TASK DETAILS: Return each line of the entries that mentions the word "labels".

EXTRACTED RECORDS:
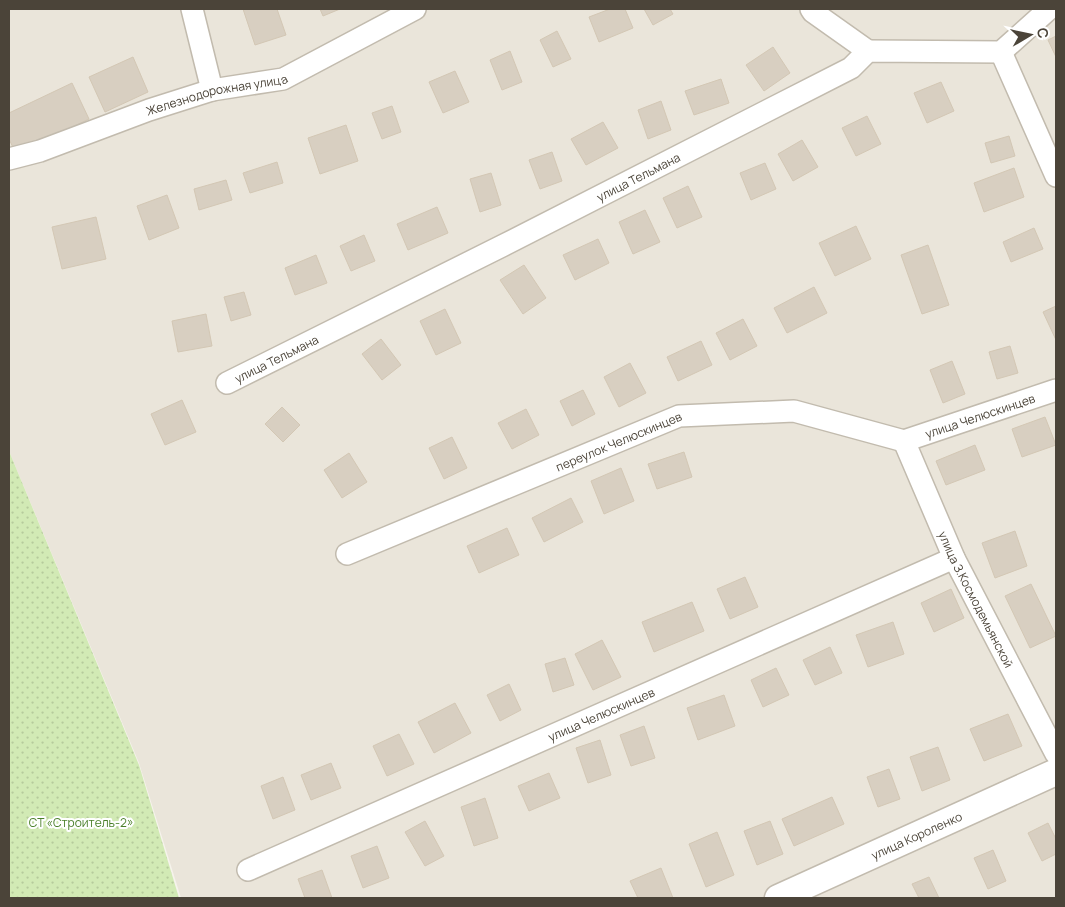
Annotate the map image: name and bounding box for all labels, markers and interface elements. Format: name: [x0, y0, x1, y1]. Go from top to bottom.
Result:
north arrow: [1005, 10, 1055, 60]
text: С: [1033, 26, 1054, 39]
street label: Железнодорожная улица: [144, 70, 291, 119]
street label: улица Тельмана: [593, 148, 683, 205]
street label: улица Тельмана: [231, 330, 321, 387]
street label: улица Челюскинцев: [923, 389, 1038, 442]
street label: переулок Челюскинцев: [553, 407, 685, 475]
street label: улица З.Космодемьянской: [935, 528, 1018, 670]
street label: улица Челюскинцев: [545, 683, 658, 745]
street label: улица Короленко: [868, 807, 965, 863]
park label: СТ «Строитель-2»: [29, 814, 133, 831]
...
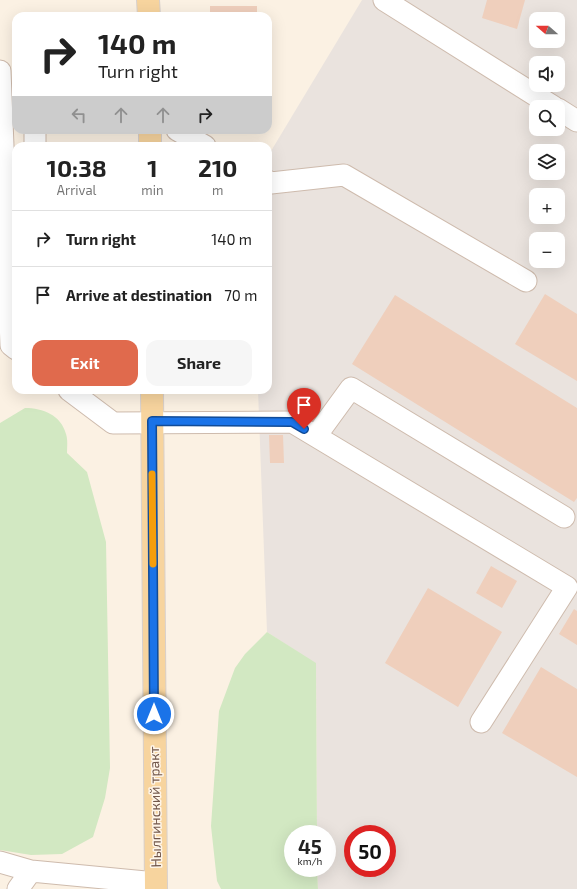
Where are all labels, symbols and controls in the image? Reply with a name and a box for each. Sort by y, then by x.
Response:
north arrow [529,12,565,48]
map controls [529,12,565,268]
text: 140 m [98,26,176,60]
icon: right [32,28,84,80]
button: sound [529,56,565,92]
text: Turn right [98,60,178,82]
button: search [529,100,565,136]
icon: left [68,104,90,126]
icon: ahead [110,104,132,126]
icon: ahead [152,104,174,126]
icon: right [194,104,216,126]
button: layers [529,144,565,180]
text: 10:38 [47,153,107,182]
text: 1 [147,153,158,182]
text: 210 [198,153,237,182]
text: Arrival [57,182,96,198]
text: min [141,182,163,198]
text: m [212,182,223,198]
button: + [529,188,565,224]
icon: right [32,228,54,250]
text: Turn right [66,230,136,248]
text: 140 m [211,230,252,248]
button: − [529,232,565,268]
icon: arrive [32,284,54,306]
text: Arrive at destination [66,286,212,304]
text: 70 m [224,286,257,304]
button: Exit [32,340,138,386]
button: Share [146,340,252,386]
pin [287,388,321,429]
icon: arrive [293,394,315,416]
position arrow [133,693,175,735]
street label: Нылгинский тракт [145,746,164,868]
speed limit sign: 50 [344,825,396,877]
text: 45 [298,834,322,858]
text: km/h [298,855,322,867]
...
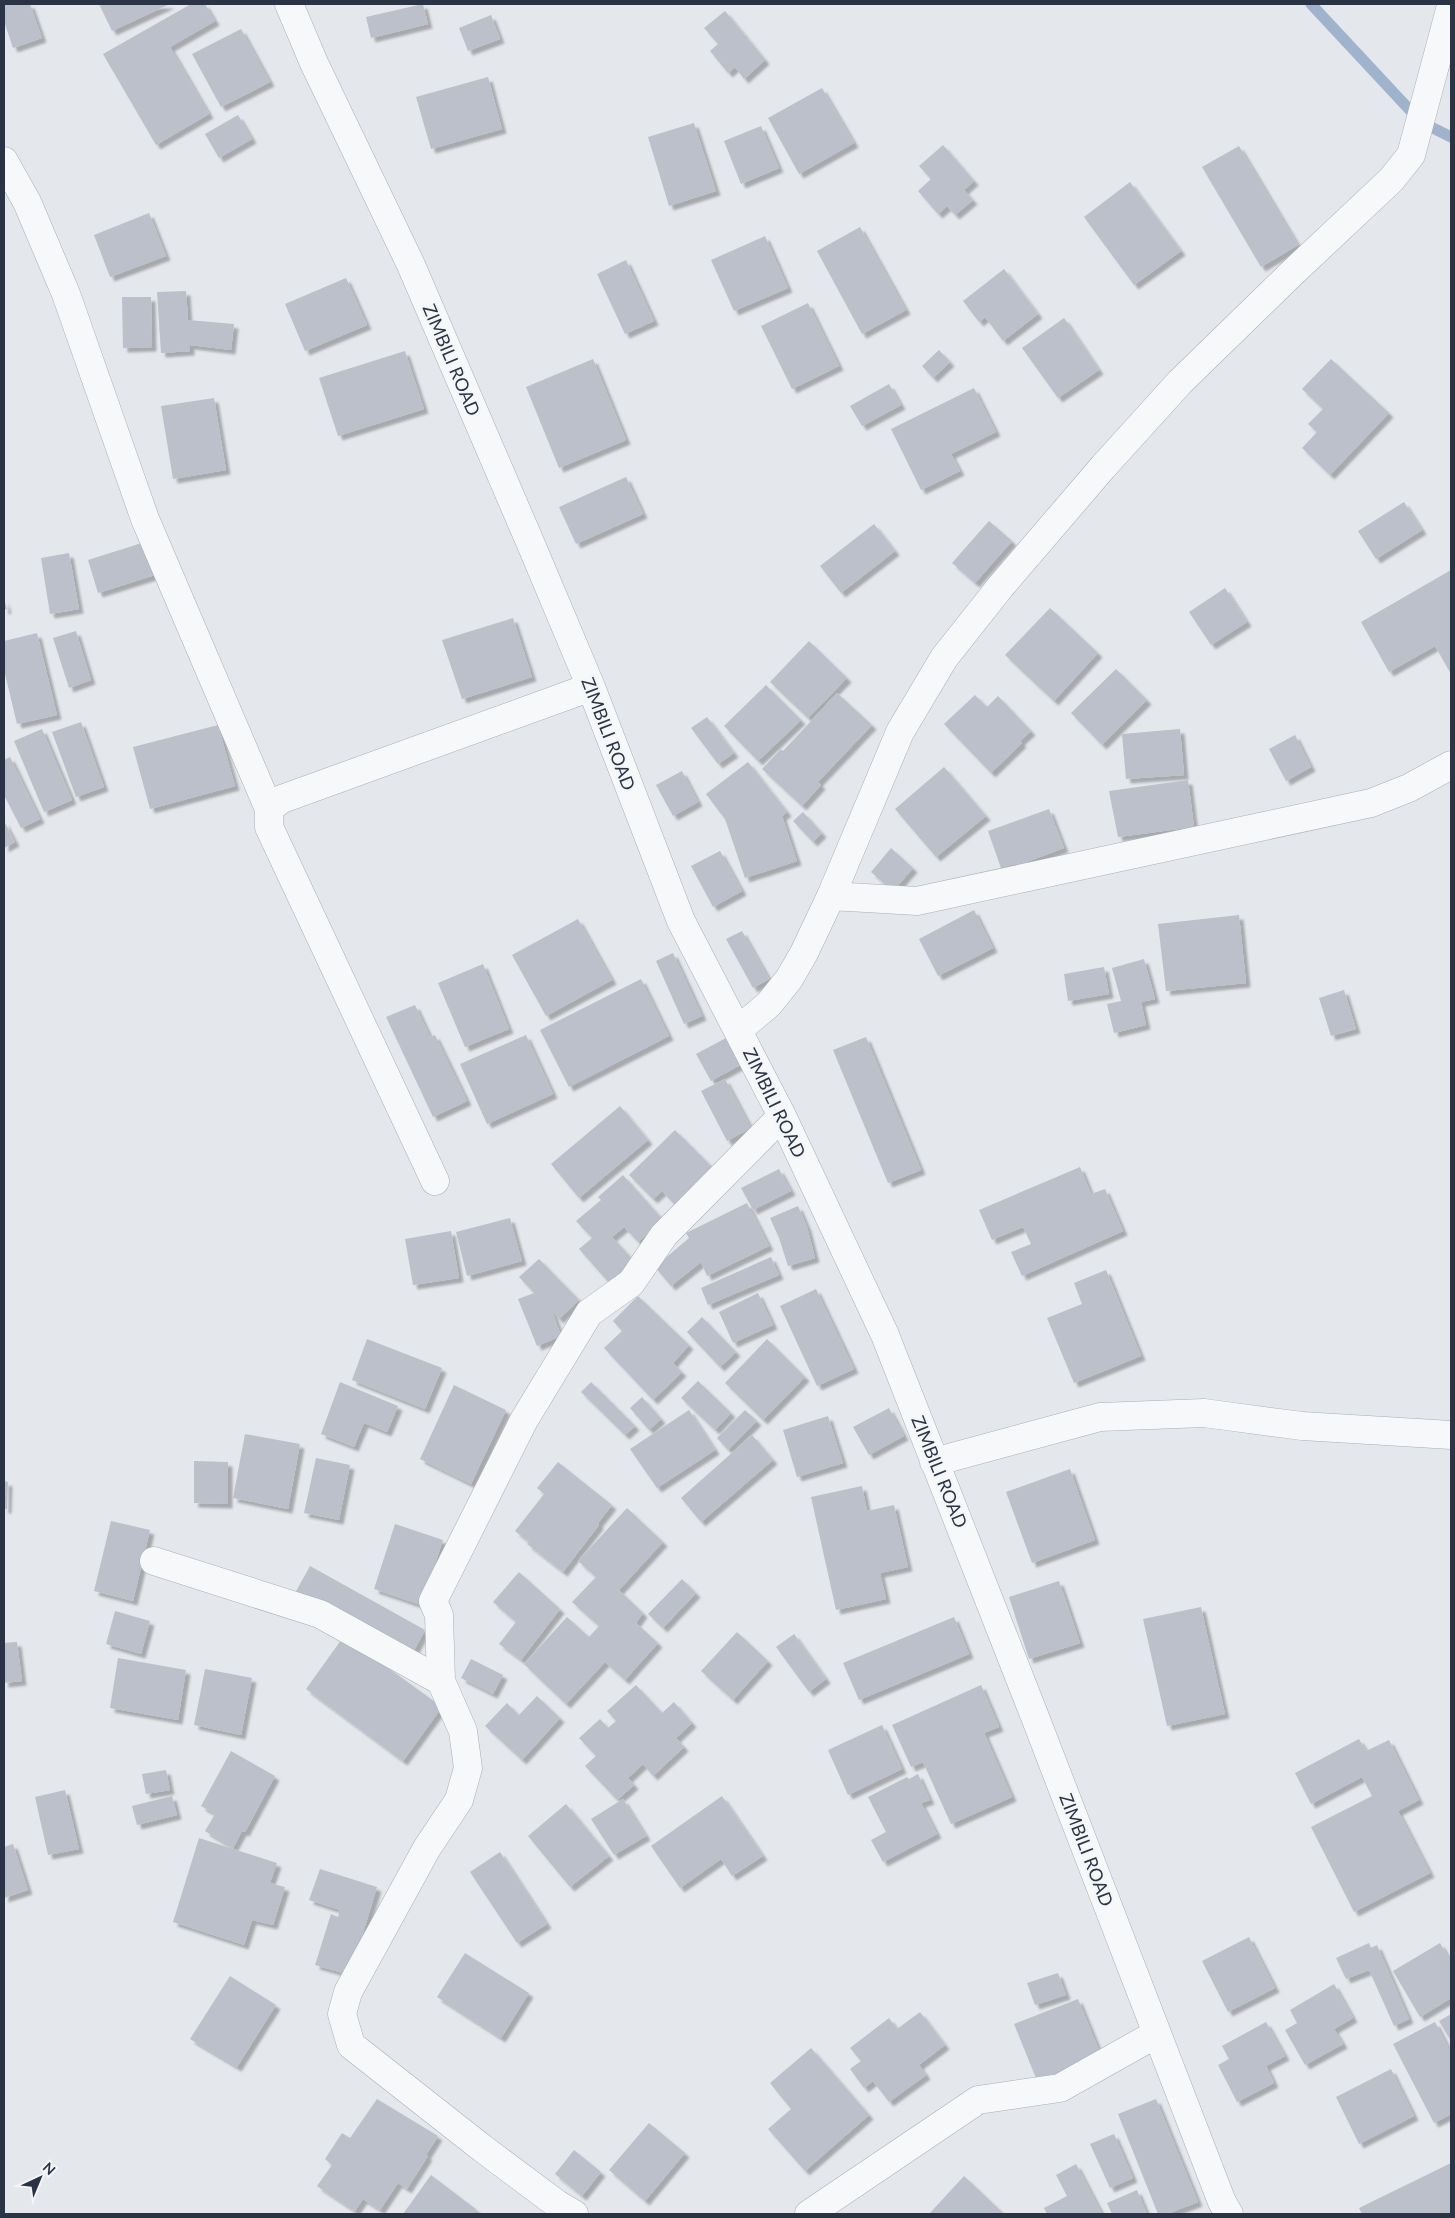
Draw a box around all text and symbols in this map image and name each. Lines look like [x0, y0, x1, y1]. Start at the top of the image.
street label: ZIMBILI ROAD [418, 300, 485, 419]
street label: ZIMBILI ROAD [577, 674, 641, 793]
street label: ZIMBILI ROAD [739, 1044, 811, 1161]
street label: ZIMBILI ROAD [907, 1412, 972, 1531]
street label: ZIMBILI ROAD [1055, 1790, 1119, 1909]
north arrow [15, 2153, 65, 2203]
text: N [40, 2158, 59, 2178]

ANSWER AREA:
Annotate the map image: name and bounding box for all labels, markers and interface elements. Format: name: [x0, y0, x1, y1]. Go from top to bottom.
Where are all labels, symbols and controls in the image? Reply with a name and a box for each. Sort by y, then by x.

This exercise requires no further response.